PostPosted: Sun Nov 25, 2012 4:46 pm 

Joined: Fri Jun 29, 2012 11:56 am
Posts: 211
Location: Austin, TX
I have two of the Moritaka Supreme Series knives from Mark (the 150mm Petty and the KS250 gyuto). These knives are awesome and as I continue to expand my collection I will be staying within this line. I cannot speak to the Takeda, but for the price difference I think I have made the correct choice.

Being primarily a chef knife guy I am amazed at how much I use the 150mm petty as a universal go-to knife. I use it for all the smaller jobs like garlic or even when I break down a chicken (obviously not through bones). The guyto is great for anything larger, like onions, lettuce, and I even used it to trim and slice a full ribeye loin into steaks.

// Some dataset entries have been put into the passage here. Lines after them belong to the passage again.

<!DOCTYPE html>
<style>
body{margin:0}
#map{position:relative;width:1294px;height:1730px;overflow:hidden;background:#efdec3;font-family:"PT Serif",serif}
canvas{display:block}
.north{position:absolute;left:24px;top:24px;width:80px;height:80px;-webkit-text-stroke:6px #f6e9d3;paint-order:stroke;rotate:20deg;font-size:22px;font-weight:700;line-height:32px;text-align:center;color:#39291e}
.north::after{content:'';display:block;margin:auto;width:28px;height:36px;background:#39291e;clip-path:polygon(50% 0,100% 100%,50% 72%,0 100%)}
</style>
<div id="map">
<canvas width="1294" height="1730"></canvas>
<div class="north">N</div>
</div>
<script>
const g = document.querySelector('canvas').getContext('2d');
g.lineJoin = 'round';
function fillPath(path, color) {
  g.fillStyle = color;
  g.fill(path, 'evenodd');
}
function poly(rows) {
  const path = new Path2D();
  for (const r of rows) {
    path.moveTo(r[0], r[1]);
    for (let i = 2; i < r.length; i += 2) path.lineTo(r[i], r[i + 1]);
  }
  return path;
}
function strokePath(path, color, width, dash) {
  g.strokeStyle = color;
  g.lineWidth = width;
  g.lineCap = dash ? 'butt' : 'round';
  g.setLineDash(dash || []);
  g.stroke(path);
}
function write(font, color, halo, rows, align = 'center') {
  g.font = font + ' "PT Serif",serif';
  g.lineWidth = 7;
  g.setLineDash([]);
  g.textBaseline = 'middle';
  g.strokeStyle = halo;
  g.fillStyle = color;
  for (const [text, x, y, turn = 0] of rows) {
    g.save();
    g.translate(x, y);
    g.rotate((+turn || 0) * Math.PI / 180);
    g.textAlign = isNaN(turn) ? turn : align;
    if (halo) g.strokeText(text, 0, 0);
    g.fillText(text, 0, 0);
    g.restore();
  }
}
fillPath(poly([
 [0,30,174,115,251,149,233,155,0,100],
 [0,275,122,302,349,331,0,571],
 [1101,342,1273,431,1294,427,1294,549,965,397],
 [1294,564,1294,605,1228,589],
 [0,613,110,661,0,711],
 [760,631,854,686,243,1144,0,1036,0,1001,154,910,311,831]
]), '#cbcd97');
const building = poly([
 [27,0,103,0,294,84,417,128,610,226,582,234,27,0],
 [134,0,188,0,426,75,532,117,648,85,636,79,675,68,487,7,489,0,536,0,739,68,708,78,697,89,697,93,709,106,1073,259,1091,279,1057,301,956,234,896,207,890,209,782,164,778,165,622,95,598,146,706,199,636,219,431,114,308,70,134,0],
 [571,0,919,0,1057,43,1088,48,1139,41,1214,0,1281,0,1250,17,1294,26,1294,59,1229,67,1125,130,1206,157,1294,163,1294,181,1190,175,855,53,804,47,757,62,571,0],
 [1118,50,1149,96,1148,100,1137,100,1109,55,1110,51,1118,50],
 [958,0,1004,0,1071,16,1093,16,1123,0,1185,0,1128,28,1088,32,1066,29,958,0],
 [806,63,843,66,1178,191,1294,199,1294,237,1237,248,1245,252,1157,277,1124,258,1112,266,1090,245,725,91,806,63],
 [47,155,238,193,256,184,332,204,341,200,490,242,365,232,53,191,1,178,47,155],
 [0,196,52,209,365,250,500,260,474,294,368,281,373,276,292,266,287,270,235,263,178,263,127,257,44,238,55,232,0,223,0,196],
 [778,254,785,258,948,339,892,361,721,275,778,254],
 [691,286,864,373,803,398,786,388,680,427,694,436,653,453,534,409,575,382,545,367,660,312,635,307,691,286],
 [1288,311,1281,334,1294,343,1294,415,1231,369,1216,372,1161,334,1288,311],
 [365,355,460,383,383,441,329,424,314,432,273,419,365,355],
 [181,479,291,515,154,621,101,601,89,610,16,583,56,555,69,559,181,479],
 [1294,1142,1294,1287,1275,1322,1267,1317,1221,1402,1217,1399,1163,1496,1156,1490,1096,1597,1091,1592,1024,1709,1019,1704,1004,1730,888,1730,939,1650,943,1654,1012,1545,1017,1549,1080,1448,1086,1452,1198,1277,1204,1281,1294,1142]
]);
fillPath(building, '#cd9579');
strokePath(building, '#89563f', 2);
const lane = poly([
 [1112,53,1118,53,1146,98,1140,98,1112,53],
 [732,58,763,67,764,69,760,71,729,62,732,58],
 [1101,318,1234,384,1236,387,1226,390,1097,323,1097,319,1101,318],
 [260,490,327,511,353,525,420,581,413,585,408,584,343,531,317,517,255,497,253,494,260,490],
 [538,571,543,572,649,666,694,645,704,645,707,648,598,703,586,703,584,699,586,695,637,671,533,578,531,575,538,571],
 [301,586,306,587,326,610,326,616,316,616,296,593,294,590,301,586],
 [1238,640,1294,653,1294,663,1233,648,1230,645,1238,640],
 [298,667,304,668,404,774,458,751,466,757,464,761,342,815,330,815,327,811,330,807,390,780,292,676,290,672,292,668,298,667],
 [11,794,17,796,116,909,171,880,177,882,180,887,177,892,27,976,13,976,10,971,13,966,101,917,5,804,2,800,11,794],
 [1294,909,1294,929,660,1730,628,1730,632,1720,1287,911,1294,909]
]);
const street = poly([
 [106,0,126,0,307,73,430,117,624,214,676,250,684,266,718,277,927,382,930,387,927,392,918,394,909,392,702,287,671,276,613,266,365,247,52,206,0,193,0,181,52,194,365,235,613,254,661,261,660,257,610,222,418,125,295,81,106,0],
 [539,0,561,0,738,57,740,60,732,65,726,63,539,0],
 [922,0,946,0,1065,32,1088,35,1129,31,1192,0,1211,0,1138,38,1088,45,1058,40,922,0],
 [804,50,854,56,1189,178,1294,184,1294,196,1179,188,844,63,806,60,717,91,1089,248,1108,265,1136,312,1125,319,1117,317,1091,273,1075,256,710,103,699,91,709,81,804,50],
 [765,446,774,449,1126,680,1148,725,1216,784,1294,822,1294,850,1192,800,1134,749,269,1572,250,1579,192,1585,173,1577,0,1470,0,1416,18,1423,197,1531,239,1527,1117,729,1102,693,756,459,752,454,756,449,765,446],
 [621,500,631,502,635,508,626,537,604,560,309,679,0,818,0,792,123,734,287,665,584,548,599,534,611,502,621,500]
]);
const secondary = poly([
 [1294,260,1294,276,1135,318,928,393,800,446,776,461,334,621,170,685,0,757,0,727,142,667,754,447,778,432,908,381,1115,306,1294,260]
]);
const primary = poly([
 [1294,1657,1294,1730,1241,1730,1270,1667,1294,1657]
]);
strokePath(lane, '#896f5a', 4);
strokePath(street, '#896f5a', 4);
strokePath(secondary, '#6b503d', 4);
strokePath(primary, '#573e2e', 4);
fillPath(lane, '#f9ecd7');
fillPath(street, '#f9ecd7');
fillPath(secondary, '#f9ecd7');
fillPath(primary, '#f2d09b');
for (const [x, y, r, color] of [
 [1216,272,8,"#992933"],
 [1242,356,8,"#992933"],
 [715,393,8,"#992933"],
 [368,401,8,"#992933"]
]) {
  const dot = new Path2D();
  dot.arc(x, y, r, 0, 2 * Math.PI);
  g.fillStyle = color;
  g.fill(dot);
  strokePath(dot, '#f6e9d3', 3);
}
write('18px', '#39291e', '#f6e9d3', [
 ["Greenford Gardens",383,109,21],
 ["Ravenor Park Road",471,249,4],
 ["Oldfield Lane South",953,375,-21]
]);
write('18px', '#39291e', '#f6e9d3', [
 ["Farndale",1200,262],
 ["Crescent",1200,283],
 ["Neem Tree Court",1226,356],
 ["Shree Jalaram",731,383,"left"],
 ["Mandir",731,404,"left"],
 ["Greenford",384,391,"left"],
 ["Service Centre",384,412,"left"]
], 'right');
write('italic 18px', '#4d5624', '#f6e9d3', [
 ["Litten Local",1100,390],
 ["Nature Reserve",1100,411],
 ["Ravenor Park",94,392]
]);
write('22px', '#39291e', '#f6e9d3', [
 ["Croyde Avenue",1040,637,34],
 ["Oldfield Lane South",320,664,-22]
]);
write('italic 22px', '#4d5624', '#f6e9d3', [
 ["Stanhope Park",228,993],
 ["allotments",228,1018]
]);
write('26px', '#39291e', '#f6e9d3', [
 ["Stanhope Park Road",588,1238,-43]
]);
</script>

The two Shapston glass stones Mark recommends are the right way to go for keeping a good edge on your knives, but you will also need a holder as they are thin and must have something holding them off the surface you are using. So get either a universal holder or a sink bridge (or both). I really like touching my knives up on this 8000 grit Kitayama stong to really polish the edge http://www.chefknivestogo.com/kitayama8000.html.

100% recommend the Moritaka Supreme Series for your "lifetime" choice of knives. Great way to teach the kids how improtant it is to take care of their "tools" as well.